* [Task goal]: Starting at the line that holds "Read the image", set down each line through the end of the listing, exactly as written and with nothing added.

◆ ◆ ◆ ◆

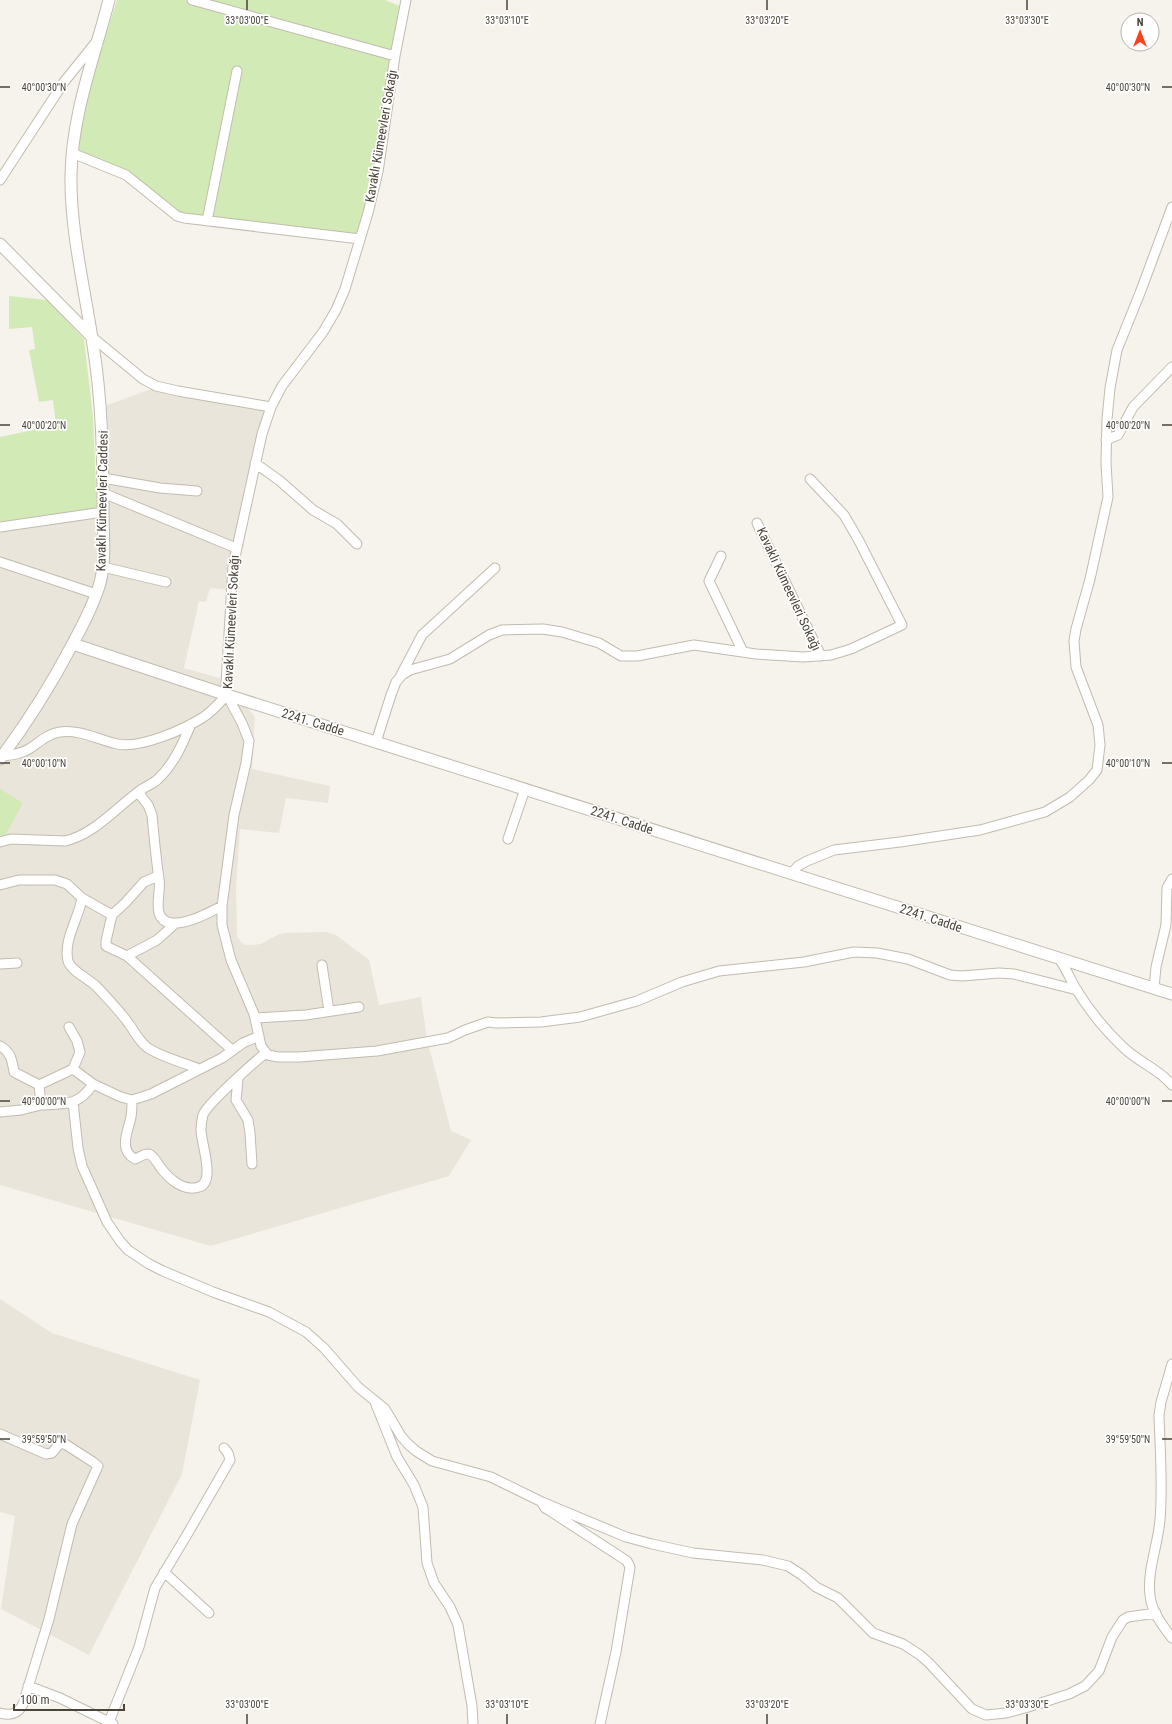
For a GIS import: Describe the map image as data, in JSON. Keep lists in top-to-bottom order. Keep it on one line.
{"streets":{"street":["Kavaklı Kümeevleri Sokağı","Kavaklı Kümeevleri Caddesi","2241. Cadde"]},"crossings":[["Kavaklı Kümeevleri Sokağı","Kavaklı Kümeevleri Caddesi"],["Kavaklı Kümeevleri Sokağı","2241. Cadde"],["Kavaklı Kümeevleri Caddesi","2241. Cadde"]],"scale_bar":"100 m","north":"top","coordinates":["33°03'00\"E","33°03'10\"E","33°03'20\"E","33°03'30\"E","40°00'30\"N","40°00'20\"N","40°00'10\"N","40°00'00\"N","39°59'50\"N"]}
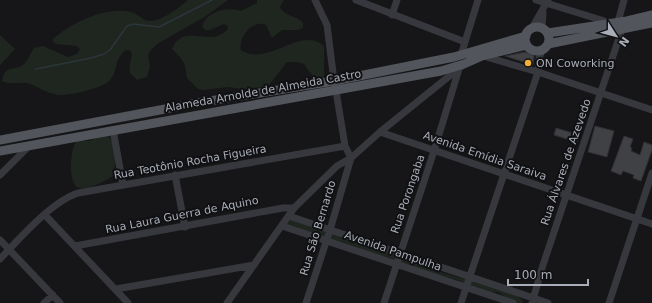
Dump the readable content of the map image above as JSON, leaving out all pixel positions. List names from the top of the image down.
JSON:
{
  "streets": {
    "main road": ["Alameda Arnolde de Almeida Castro"],
    "street": [
      "Avenida Emídia Saraiva",
      "Rua Teotônio Rocha Figueira",
      "Rua Álvares de Azevedo",
      "Rua Porongaba",
      "Rua Laura Guerra de Aquino",
      "Rua São Bernardo",
      "Avenida Pampulha"
    ]
  },
  "crossings": [
    ["Alameda Arnolde de Almeida Castro", "Rua Porongaba"],
    ["Avenida Emídia Saraiva", "Rua Álvares de Azevedo"],
    ["Avenida Emídia Saraiva", "Rua Porongaba"],
    ["Rua Álvares de Azevedo", "Avenida Pampulha"],
    ["Rua Porongaba", "Avenida Pampulha"],
    ["Rua São Bernardo", "Avenida Pampulha"]
  ],
  "places": ["ON Coworking"],
  "scale_bar": "100 m",
  "north": "bottom right"
}
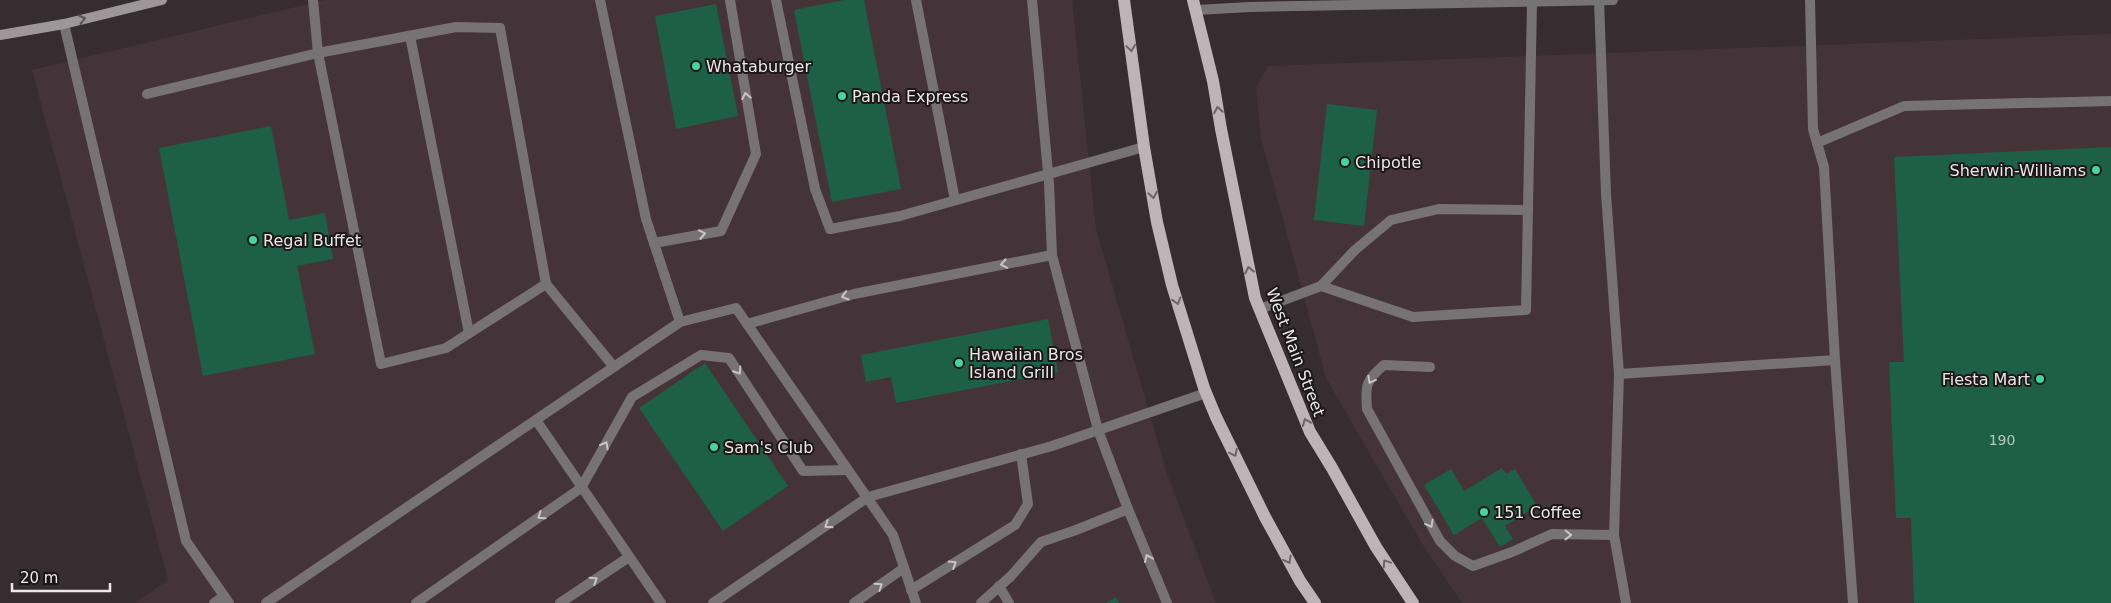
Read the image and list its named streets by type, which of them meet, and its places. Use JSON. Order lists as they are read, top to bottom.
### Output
{
  "streets": {
    "main road": ["West Main Street"]
  },
  "places": [
    "Whataburger",
    "Panda Express",
    "Chipotle",
    "Sherwin-Williams",
    "Regal Buffet",
    "Hawaiian Bros Island Grill",
    "Fiesta Mart",
    "Sam's Club",
    "151 Coffee"
  ],
  "house_numbers": ["190"],
  "scale_bar": "20 m"
}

◆ ◆ ◆ ◆

* [Reply to the task]:
Read the image and list its named streets by type, which of them meet, and its places. Use JSON. Order lists as they are read, top to bottom.
### Output
{
  "streets": {
    "main road": ["West Main Street"]
  },
  "places": [
    "Whataburger",
    "Panda Express",
    "Chipotle",
    "Sherwin-Williams",
    "Regal Buffet",
    "Hawaiian Bros Island Grill",
    "Fiesta Mart",
    "Sam's Club",
    "151 Coffee"
  ],
  "house_numbers": ["190"],
  "scale_bar": "20 m"
}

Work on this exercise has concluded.